Economy Minister Zafer Çağlayan is the first minister signaling the dark clouds. According to Çağlayan, there will be falls in foreign demand.
In other words, the target of 158 billion dollars of exports that Turkey has set for itself for the year 2013 will not be met.
According to the Economist magazine, the bill of the financial fluctuation has started to arrive.
While the real sector, especially real estate and automotive, is postponing its investments, acquisitions and mergers have gone down.
According to the magazine, in 2012, there were 30 billion dollars worth of acquisitions and mergers; whereas, in 2013, this figure for the first six months is around 10 billion dollars.

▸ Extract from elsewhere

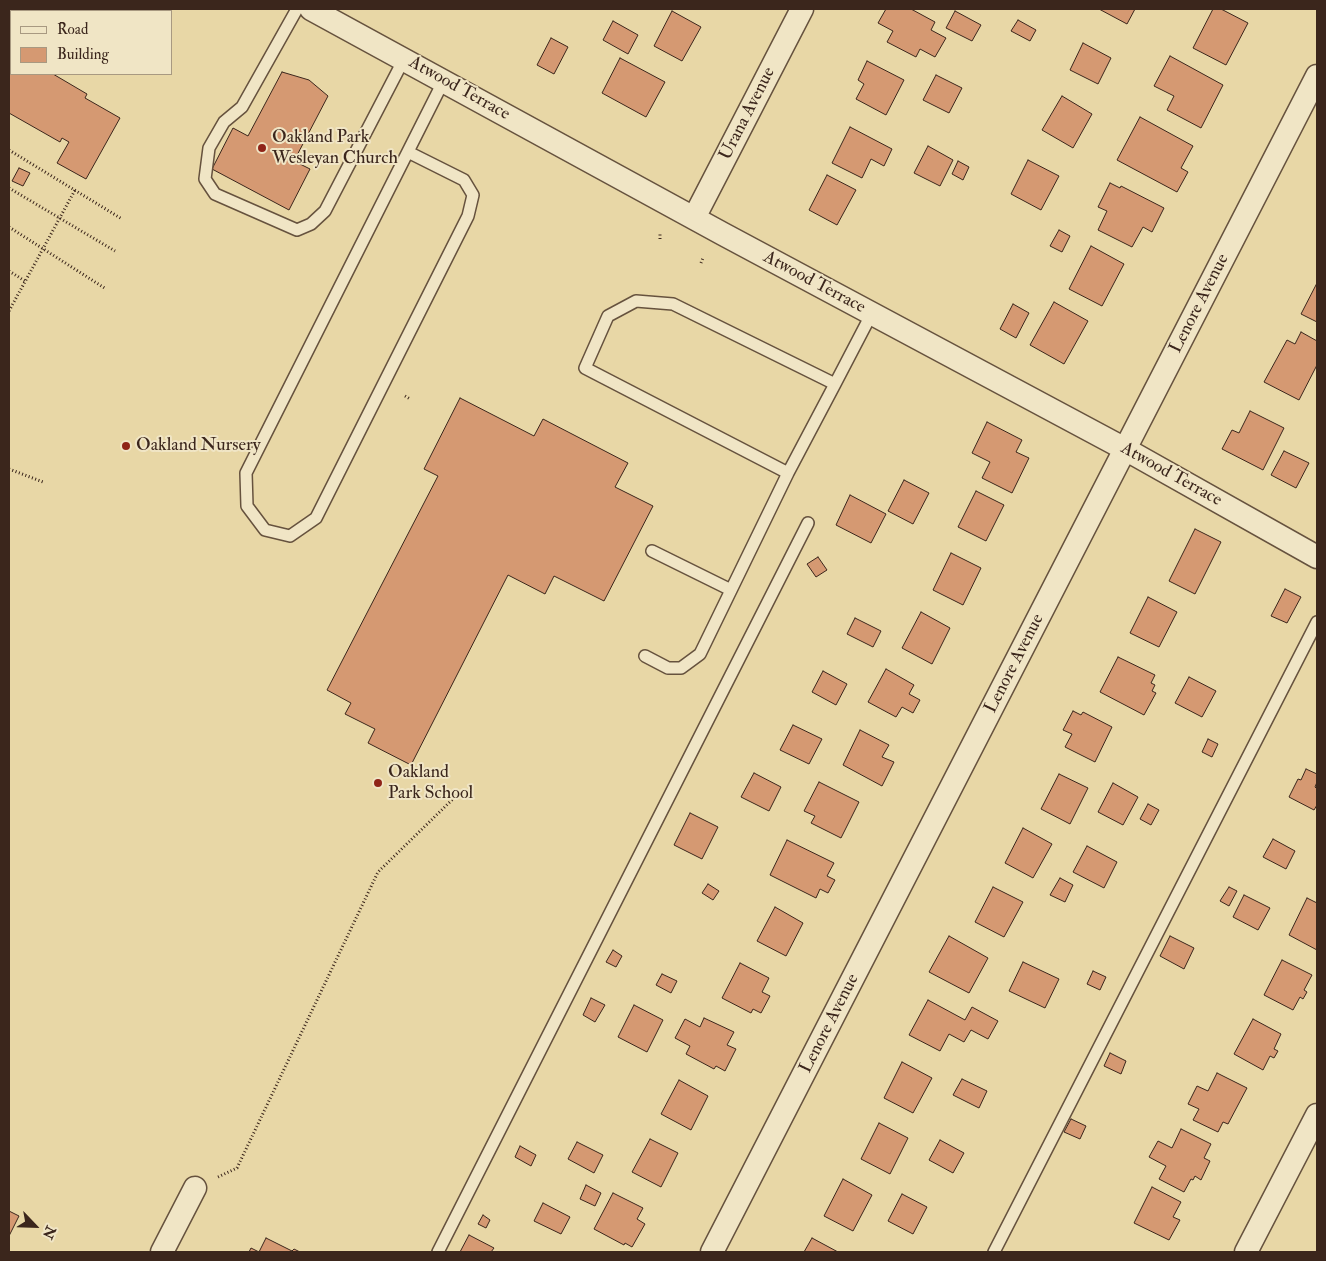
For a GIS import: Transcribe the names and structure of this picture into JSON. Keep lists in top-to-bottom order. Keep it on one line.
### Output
{"streets":{"street":["Atwood Terrace","Urana Avenue","Lenore Avenue"]},"crossings":[["Atwood Terrace","Urana Avenue"],["Atwood Terrace","Lenore Avenue"]],"places":["Oakland Park Wesleyan Church","Oakland Nursery","Oakland Park School"],"legend":["Road","Building"],"north":"bottom right"}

Another bitter outcome, again in the first six months, is about companies that have recorded losses because of the increase in the dollar.

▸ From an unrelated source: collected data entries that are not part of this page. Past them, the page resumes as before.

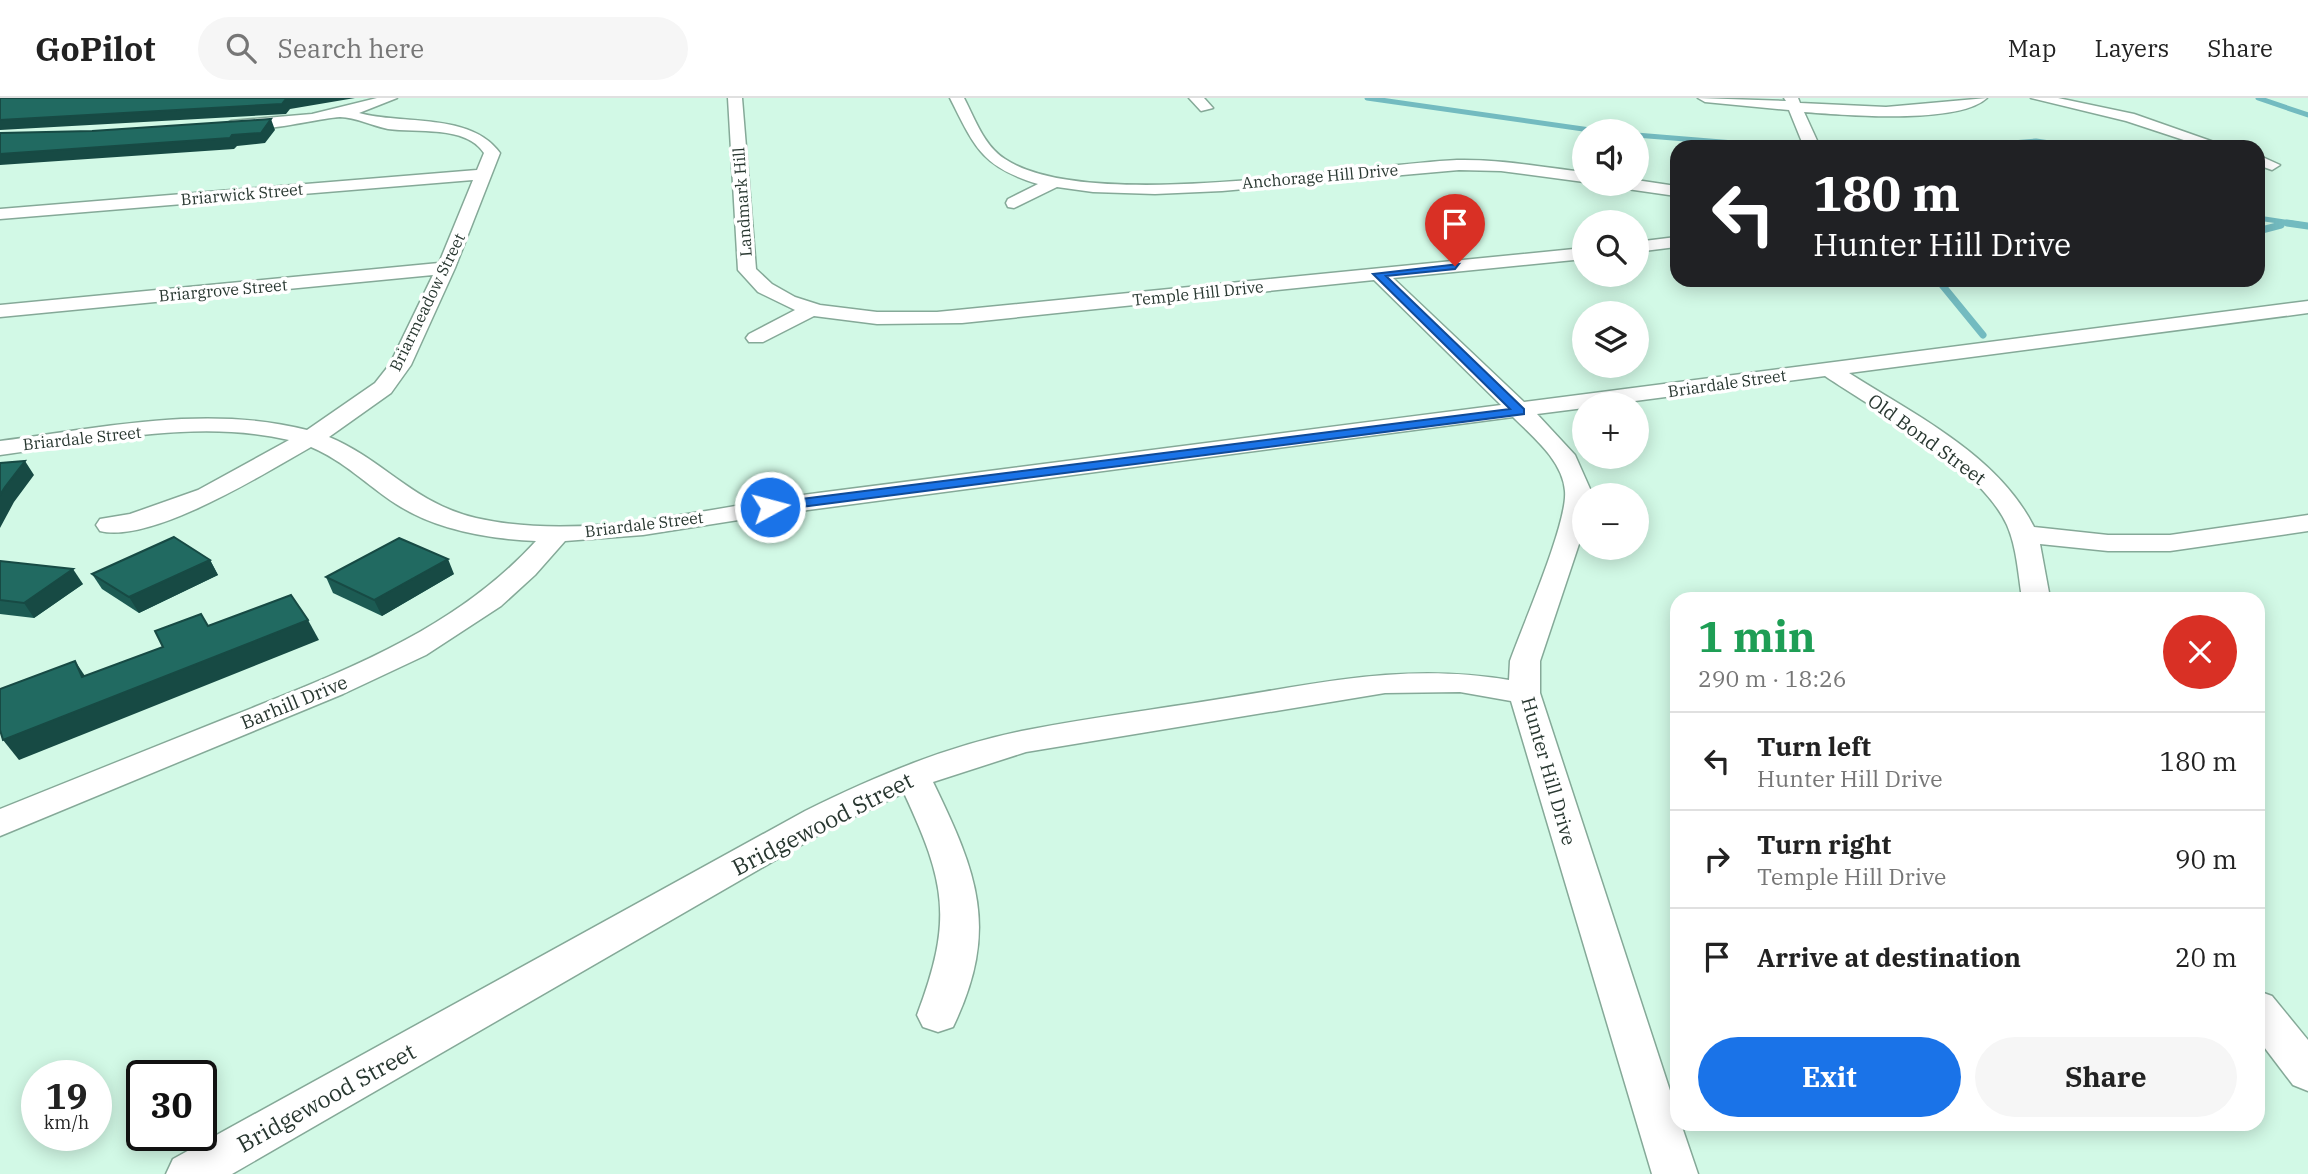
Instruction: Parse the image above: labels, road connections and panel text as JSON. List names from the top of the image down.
{
  "streets": {
    "street": [
      "Anchorage Hill Drive",
      "Briarwick Street",
      "Landmark Hill",
      "Briargrove Street",
      "Temple Hill Drive",
      "Briarmeadow Street",
      "Briardale Street",
      "Old Bond Street",
      "Barhill Drive",
      "Hunter Hill Drive",
      "Bridgewood Street"
    ]
  },
  "crossings": [
    ["Briarwick Street", "Briarmeadow Street"],
    ["Landmark Hill", "Temple Hill Drive"],
    ["Briargrove Street", "Briarmeadow Street"],
    ["Temple Hill Drive", "Hunter Hill Drive"],
    ["Briarmeadow Street", "Briardale Street"],
    ["Briardale Street", "Old Bond Street"],
    ["Briardale Street", "Barhill Drive"],
    ["Briardale Street", "Hunter Hill Drive"],
    ["Hunter Hill Drive", "Bridgewood Street"]
  ],
  "page": {
    "header": "GoPilot",
    "search": "Search here",
    "nav": ["Map", "Layers", "Share"],
    "map_buttons": ["+", "−"],
    "turn": ["180 m", "Hunter Hill Drive"],
    "heading": ["1 min", "290 m · 18:26"],
    "list": [
      {
        "name": "Turn left",
        "note": "Hunter Hill Drive",
        "value": "180 m"
      },
      {
        "name": "Turn right",
        "note": "Temple Hill Drive",
        "value": "90 m"
      },
      {
        "name": "Arrive at destination",
        "value": "20 m"
      }
    ],
    "buttons": ["Exit", "Share"],
    "speed": "19 km/h",
    "limit": "30"
  }
}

While the number of companies recording losses in the first six months of 2012 was 99, this year the figure has increased to 148 in the first six months.
Last week, a chat with a person who maintained his optimism as well as his belief in the Turkish economy was very refreshing.

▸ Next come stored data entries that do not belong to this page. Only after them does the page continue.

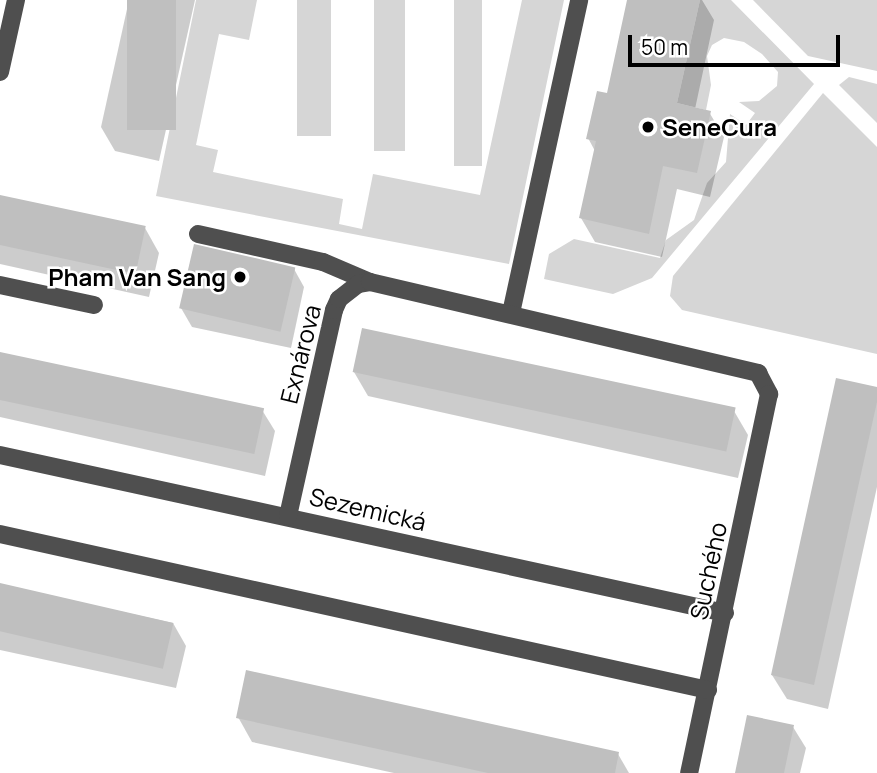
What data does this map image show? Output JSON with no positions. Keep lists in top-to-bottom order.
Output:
{
  "streets": {
    "street": ["Exnárova", "Sezemická", "Suchého"]
  },
  "crossings": [
    ["Exnárova", "Sezemická"],
    ["Sezemická", "Suchého"]
  ],
  "places": ["SeneCura", "Pham Van Sang"],
  "scale_bar": "50 m"
}
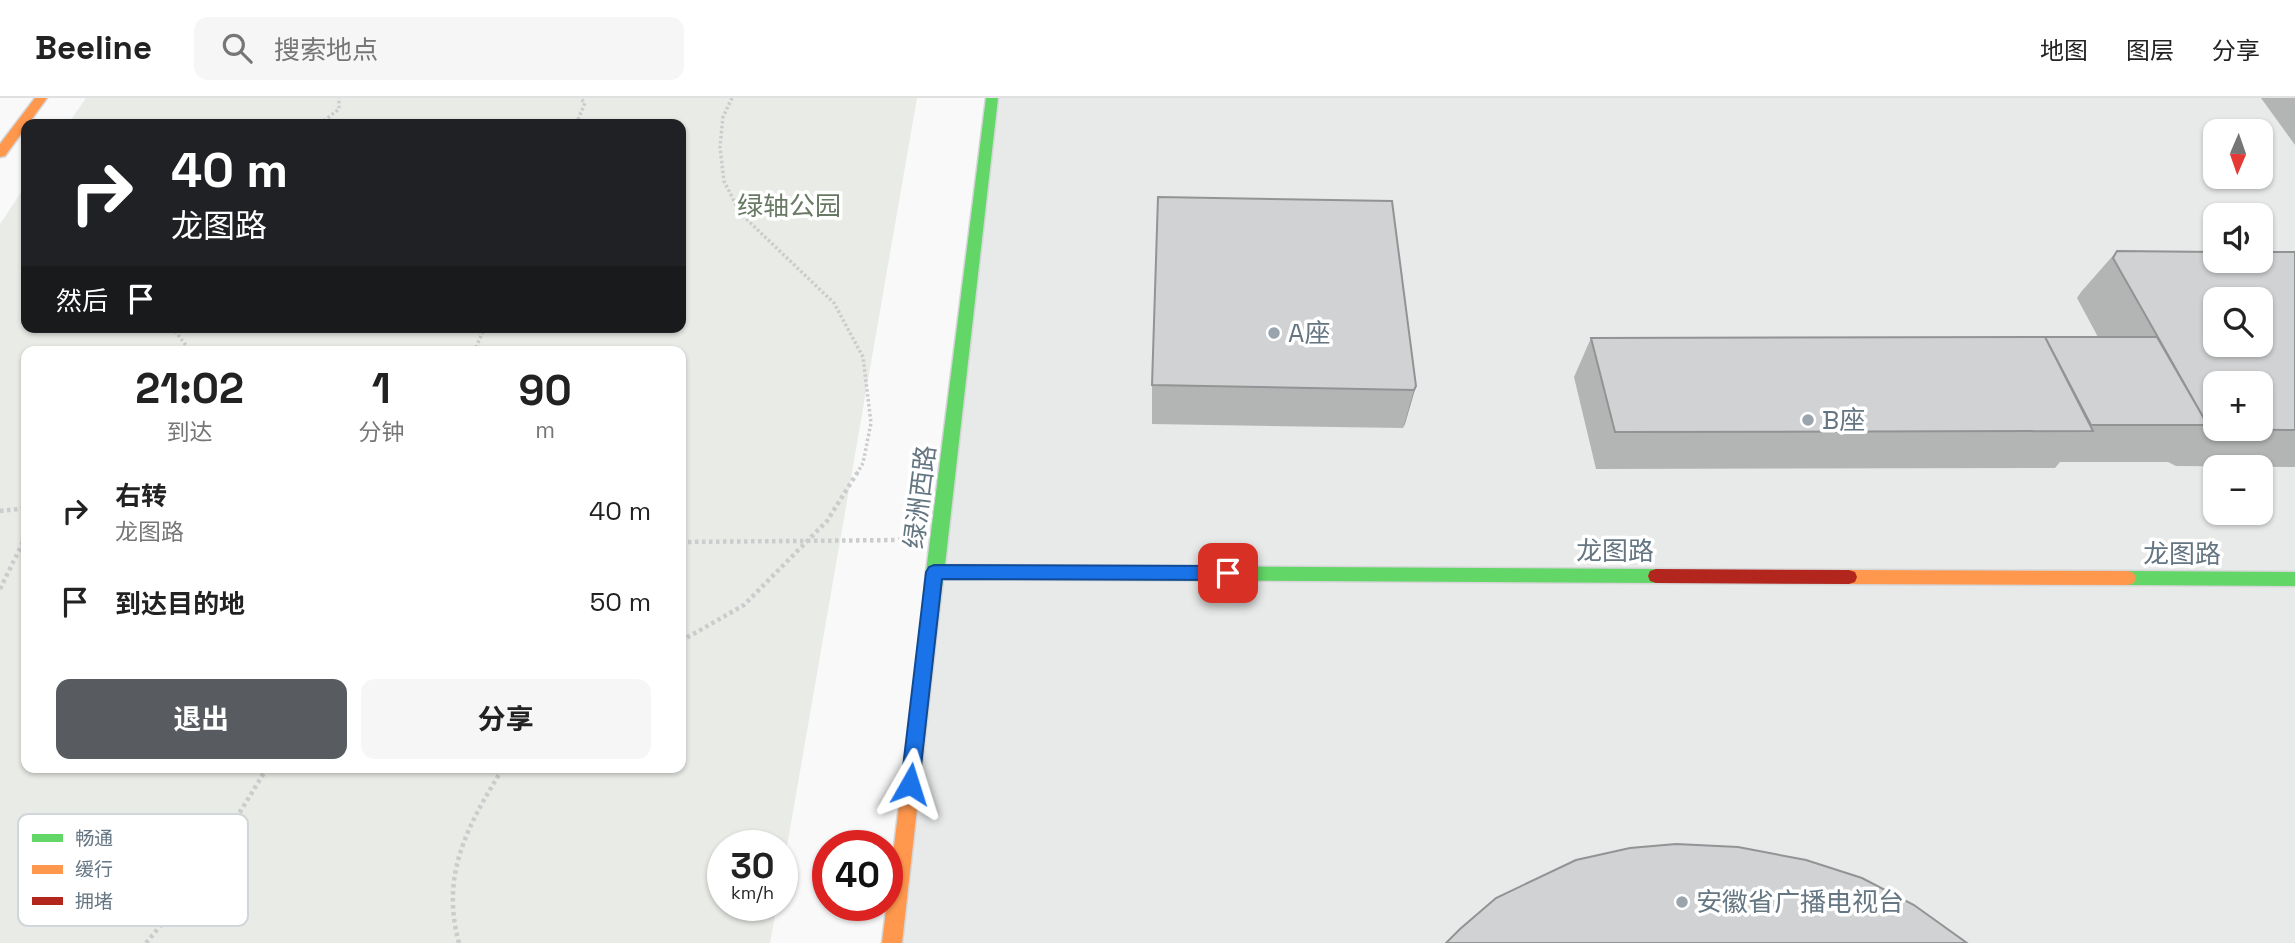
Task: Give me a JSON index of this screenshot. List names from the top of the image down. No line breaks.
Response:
{"streets":{"street":["绿洲西路","龙图路"]},"crossings":[["绿洲西路","龙图路"]],"parks":["绿轴公园"],"places":["A座","B座","安徽省广播电视台"],"legend":["畅通","缓行","拥堵"],"north":"bottom","page":{"header":"Beeline","search":"搜索地点","nav":["地图","图层","分享"],"map_buttons":["+","−"],"turn":["40 m","龙图路"],"then":"然后","eta":["21:02","到达","1","分钟","90","m"],"list":[{"name":"右转","note":"龙图路","value":"40 m"},{"name":"到达目的地","value":"50 m"}],"buttons":["退出","分享"],"speed":"30 km/h","limit":"40"}}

If you ask me who this optimist person is, I will immediately tell you that he is the CEO of PwC Turkey, Haluk Yalçın. PwC is a leading auditing, advisory, tax and financial law firm.
Yalçın who works with 1,300 people at PwC Turkey office took the flag last December from my dear friend Cansen Başaran Symes. Haluk Yalçın had been the leader of risk management for long years in the company. Yalçın has this analysis about foreign investors:
“Those investors who want to come to Turkey for short term investments indeed take note of sudden fluctuations… It is possible for them to postpone their decisions. However, in medium and long terms, for the permanent investor, Turkey is a country, for them, that has an important potential for the future.”
As a proof of his analysis, Haluk Yalçın shows me the report about the PwC’s 2050 projection.
According to this report, Turkey rises to the world’s 12th economy when the year is 2030.
In the year 2050, it maintains its 12th place.
According to Yalçın, the biggest factor that would facilitate the medium and long term investor’s decision is the Turkish Commercial Code.
The Turkish Commercial Code which corresponds to more transparency in the economic system is not yet implemented fully.
He said, “When it is fully implemented, there is no doubt that interest in Turkey will increase.”
As a matter of fact, leaders of global companies frequently visit Turkey and are affected by the geographic advantages of Turkey, he said.
Well, which sectors are they interested in?
Haluk Yalçın said, “Communication, telecommunication, banking, retail and health.”
Meanwhile, PwC Turkey plans to increase the number of its employees from 1,300 to 3,000 in the coming term.
He said, “Turkey is in 40th place in the world of PwC. When it is the 12th economy in the world, it will go up to the 20th place. That means we also need to run to keep pace with Turkey.”
In the PwC 2050 report, there is good news for Turkey but bad news for the United States. Because, as of 2030, the US will lose its title of biggest economy in the world to China.